Неявка на работу на предприятиях также побивает рекорды, часто достигая почти невероятных размеров 20%.
Шведы решили извлекать выгоду из системы, не заботясь о последствиях своего поведения, от которого зависит выживание этой системы. Как остроумно заметил один шведский экономист, обязательное страхование работает очень хорошо, пока люди не научились им пользоваться.
Реакции на это пробуксовывание системы не замедлили сказаться. 26 октября 1989 г. социал-демократическое правительство Карлсона объявило о сокращении расходов на повседневные нужды государства приблизительно на 13.5 миллиарда франков (15 миллиардов шведских крон); оно также предприняло меры по либерализации экономики: снижение налогов, дерегулирование банковского сектора и международного перелива капиталов, снижение дотаций на сельское хозяйство и т. д.

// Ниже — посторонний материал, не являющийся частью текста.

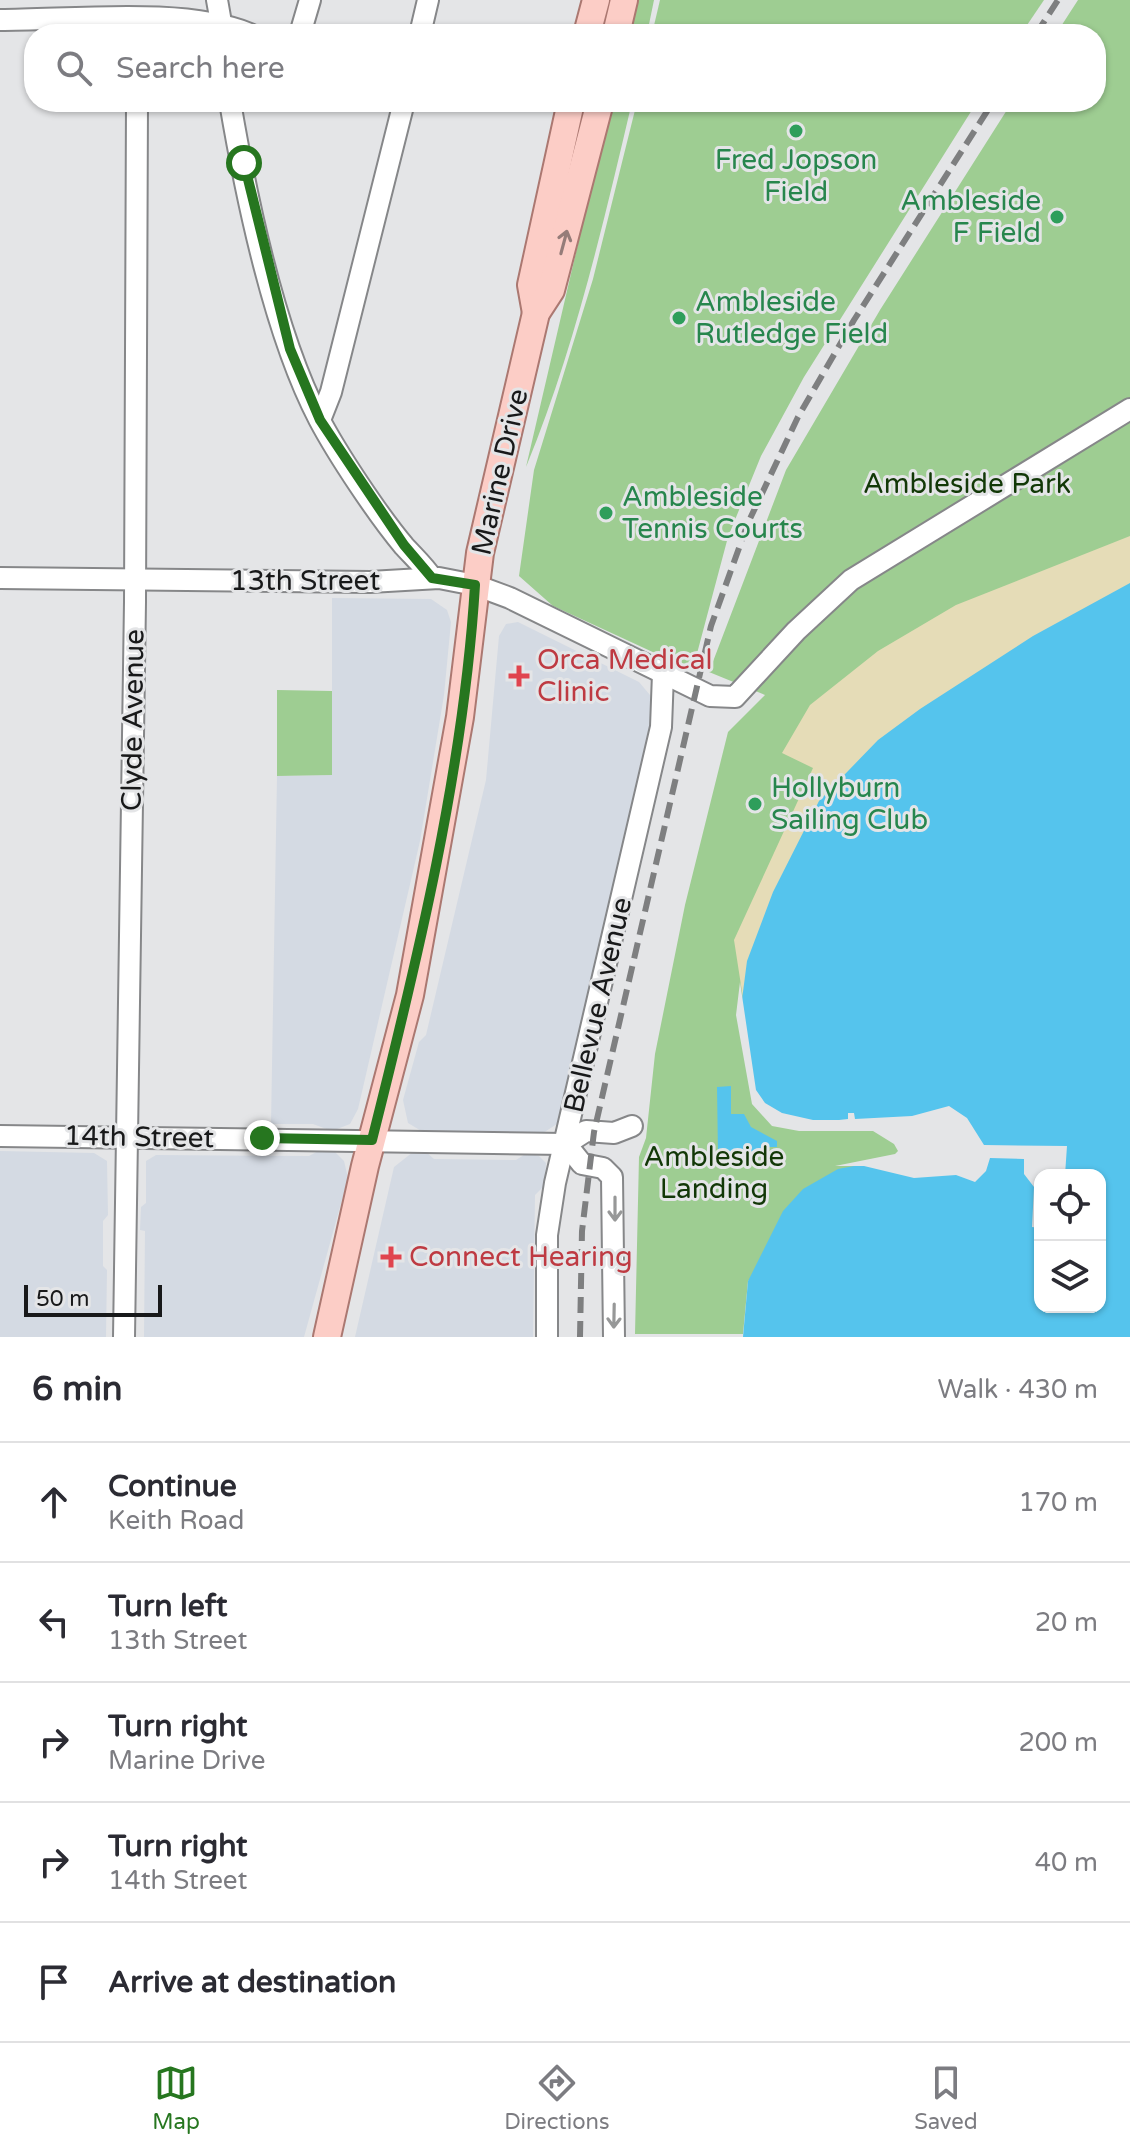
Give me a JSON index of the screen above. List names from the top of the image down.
{
  "streets": {
    "main road": ["Marine Drive"],
    "street": [
      "13th Street",
      "Clyde Avenue",
      "Bellevue Avenue",
      "14th Street"
    ]
  },
  "crossings": [
    ["Marine Drive", "13th Street"],
    ["Marine Drive", "14th Street"],
    ["13th Street", "Clyde Avenue"],
    ["13th Street", "Bellevue Avenue"],
    ["Clyde Avenue", "14th Street"],
    ["Bellevue Avenue", "14th Street"]
  ],
  "parks": ["Ambleside Park", "Ambleside Landing"],
  "places": {
    "other": [
      "Fred Jopson Field",
      "Ambleside F Field",
      "Ambleside Rutledge Field",
      "Ambleside Tennis Courts",
      "Hollyburn Sailing Club"
    ],
    "health": ["Orca Medical Clinic", "Connect Hearing"]
  },
  "scale_bar": "50 m",
  "page": {
    "search": "Search here",
    "scale": "50 m",
    "heading": ["6 min", "Walk · 430 m"],
    "list": [
      ["Continue", "Keith Road", "170 m"],
      ["Turn left", "13th Street", "20 m"],
      ["Turn right", "Marine Drive", "200 m"],
      ["Turn right", "14th Street", "40 m"],
      "Arrive at destination"
    ],
    "nav": ["Map", "Directions", "Saved"]
  }
}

Действительно, знаменитая шведская модель испытывает трудности; некоторые из них восходят к началу семидесятых. Financial Times от 29 окт. 1990 писала: Шведская экономика начала проявлять тревожные признаки склероза.

Темп ее роста, который, не считая Японии, был самым быстрым из всех западных стран с конца XIX века, начал замедляться. Рост производительности ослаб. Платежный баланс показывает дефицит...

Повышение цен и зарплат на узком рынке труда подрывает конкурентоспособность страны.